Yakupoğlu o gün, gecenin ileri saatlerinde eve döndüğünde onu kalabalık beklemektedir: Valinin özel kaleminde çalışanlar ve polisi genç yeteneğe ertesi günü derhal Valiliğe gelmesini ve Süheyl Ünver Üstadın da kendisini beklediğini – azıcık da kızarak- bildirirler.
Valilikten derhal mühim miktar para verilir genç yeteneğe. Üstadın arzusu üzerine ömür boyu sürecek efsunlu yolculuk başlar: Güzel Sanatlar imtihanına giren Yakupoğlu yine Üstadının tavsiyesi üzerine Feyhaman Duran Atölyesinde eğitimine devam eder.
Süheyl Ünver Hoca Yakupoğlu’nun elini asla bırakmaz. Akademideki tahsili süresince her ay ciddi ve belli miktardaki parayı cebinden verir. Bu paranın yarısını yaşlı babasına gönderir genç yetenek.
Zeytinbağı’ndaki çay bahçesinde Yakupoğlu Hocadan dinliyorum bu masalsı hikâyeyi. En çok da şu sözleri hoşuma gidiyor, Valiliğin kapısını aşındırırken ilgililerin ona söyledikleri sözler:
“-Gittim devlet kapısına.
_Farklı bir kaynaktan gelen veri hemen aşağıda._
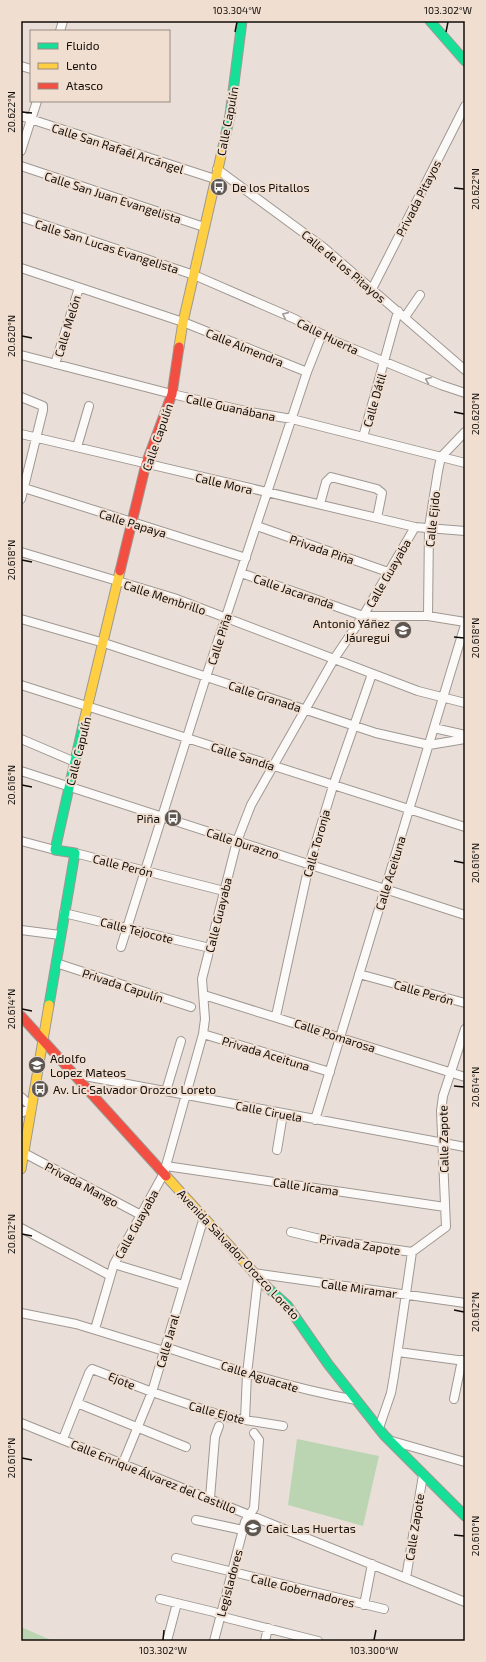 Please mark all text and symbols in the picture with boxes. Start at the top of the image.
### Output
text: 103.304°W [213,4,262,16]
text: 103.302°W [424,4,473,16]
legend [30,30,170,102]
text: Fluido [66,38,100,52]
text: Lento [66,58,97,72]
text: Atasco [66,78,103,92]
street label: Calle Capulín [213,85,241,157]
text: 20.622°N [5,91,17,133]
street label: Calle San Rafaél Arcángel [50,120,186,176]
street label: Privada Pitayos [393,157,443,239]
street label: Calle San Juan Evangelista [43,168,183,226]
text: 20.622°N [469,168,481,210]
bus stop icon: De los Pitallos [209,177,229,197]
place label: De los Pitallos [232,180,310,194]
street label: Calle San Lucas Evangelista [33,216,181,276]
street label: Calle de los Pitayos [299,227,389,305]
street label: Calle Melón [51,293,83,359]
one-way arrow [281,312,289,320]
text: 20.620°N [5,315,17,357]
street label: Calle Huerta [295,315,361,357]
street label: Calle Almendra [204,325,286,369]
street label: Calle Dátil [360,371,388,429]
one-way arrow [425,377,433,385]
street label: Calle Guanábana [185,391,277,423]
text: 20.620°N [469,393,481,435]
street label: Calle Capulín [139,401,175,473]
street label: Calle Mora [194,470,254,496]
street label: Calle Ejido [422,490,443,548]
street label: Calle Papaya [98,506,168,540]
street label: Privada Piña [288,531,356,567]
street label: Calle Guayaba [363,536,413,610]
text: 20.618°N [5,540,17,580]
street label: Calle Jacaranda [252,571,336,611]
street label: Calle Membrillo [122,577,208,617]
street label: Calle Piña [204,611,234,667]
place label: Antonio Yáñez Jáuregui [313,616,390,644]
text: 20.618°N [469,618,481,658]
school or university icon: Antonio Yáñez Jáuregui [393,620,413,640]
street label: Calle Granada [227,678,303,714]
street label: Calle Capulín [63,715,93,787]
street label: Calle Sandía [209,739,277,773]
text: 20.616°N [5,765,17,805]
street label: Calle Toronja [300,807,333,879]
bus stop icon: Piña [163,808,183,828]
place label: Piña [136,811,160,825]
street label: Calle Durazno [205,825,281,861]
street label: Calle Aceituna [372,834,408,912]
text: 20.616°N [469,843,481,883]
street label: Calle Perón [91,851,155,879]
street label: Calle Guayaba [202,876,234,954]
street label: Calle Tejocote [99,914,175,947]
street label: Privada Capulín [81,965,165,1005]
street label: Calle Perón [392,977,456,1007]
text: 20.614°N [5,989,17,1029]
street label: Calle Pomarosa [293,1015,377,1055]
street label: Privada Aceituna [220,1033,312,1073]
place label: Adolfo Lopez Mateos [50,1051,126,1079]
school or university icon: Adolfo Lopez Mateos [27,1055,47,1075]
text: 20.614°N [469,1067,481,1107]
bus stop icon: Av. Lic Salvador Orozco Loreto [30,1079,50,1099]
place label: Av. Lic Salvador Orozco Loreto [53,1082,216,1096]
street label: Calle Ciruela [234,1098,304,1124]
street label: Calle Zapote [435,1105,451,1173]
street label: Privada Mango [43,1159,121,1209]
street label: Calle Jícama [272,1174,340,1198]
street label: Avenida Salvador Orozco Loreto [175,1186,303,1322]
street label: Calle Guayaba [111,1187,161,1261]
text: 20.612°N [5,1214,17,1254]
street label: Privada Zapote [318,1231,402,1257]
street label: Calle Miramar [320,1276,398,1300]
text: 20.612°N [469,1292,481,1332]
street label: Calle Jaral [153,1312,181,1369]
street label: Calle Aguacate [219,1358,301,1394]
street label: Ejote [106,1368,137,1393]
street label: Calle Ejote [187,1398,246,1427]
street label: Calle Enrique Álvarez del Castillo [69,1436,239,1516]
text: 20.610°N [5,1438,17,1478]
street label: Calle Zapote [402,1492,426,1562]
text: 20.610°N [469,1516,481,1556]
school or university icon: Caic Las Huertas [243,1518,263,1538]
place label: Caic Las Huertas [266,1521,356,1535]
street label: Legisladores [213,1548,245,1618]
street label: Calle Gobernadores [250,1570,356,1610]
text: 103.302°W [139,1644,188,1656]
text: 103.300°W [350,1644,399,1656]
Oradakiler beni başından savmak için dediler ki: Kör olasıcalar! Bu sene de tahsisatı kestiler. Ah! Bu kör olasıca siyasiler. Bu sözleri söyleyip beni dinlemediler bile!”
Akademide okurken Saraçhane başında temiz bir kahve keşfediyor Yakupoğlu. Gidip orada kartpostal büyüklüğündeki kağıtlara ince ince resimler, ceylanlar, göller, ormanlar, gün batımı manzaraları yapıp akşamları Orman Fakültesindeki arkadaşlarına veriyor. Beş kuruştan satmalarını söylüyor. Onlar on kuruştan satıp beş kuruşunu Yakupoğlu’na veriyorlar.
Sonra yağlı boya tablolar yapıp satıyor, siparişler de alıyor. Büyük Üstat Süheyl Ünver dahi genç öğrencisi için sipariş alıyor.
Yıllar geçip giderken Yakupoğlu Süheyl Ünver Hoca’dan tezhip, minyatür ve diğer Osmanlı Sanatlarıyla ilgili dersler de almaya devam ediyor.
Yakupoğlu: Damad İbrahim Paşa Huzurunda Lâlelerin Sergilenmesi
Çay Bahçesinde sakin sakin, dura dura bu masalsı hayatı anlatan Yakupoğlu Hoca, Üstadı Ord. Prof. Dr. Süheyl Ünver’i dilinden hiç düşürmüyor. Onu anlatırken bir babaya duyulan sevgi, itaat, hayranlık ve saygı ile karışık derin, engin duygu demetinin içinde hep.
Sonra… Kumbağı’nın harikulade güzel manzarasını arkada bırakıp dönüyoruz. Aziz misafirim Yakupoğlu ile Emir Sultan’da dolaşıp güzel bir bahçede çay içerken yine söz Üstat Süheyl Ünver Hocaya ve onun yetiştirdiği sevgili kızı Gülbün Mesara’ya geliyor.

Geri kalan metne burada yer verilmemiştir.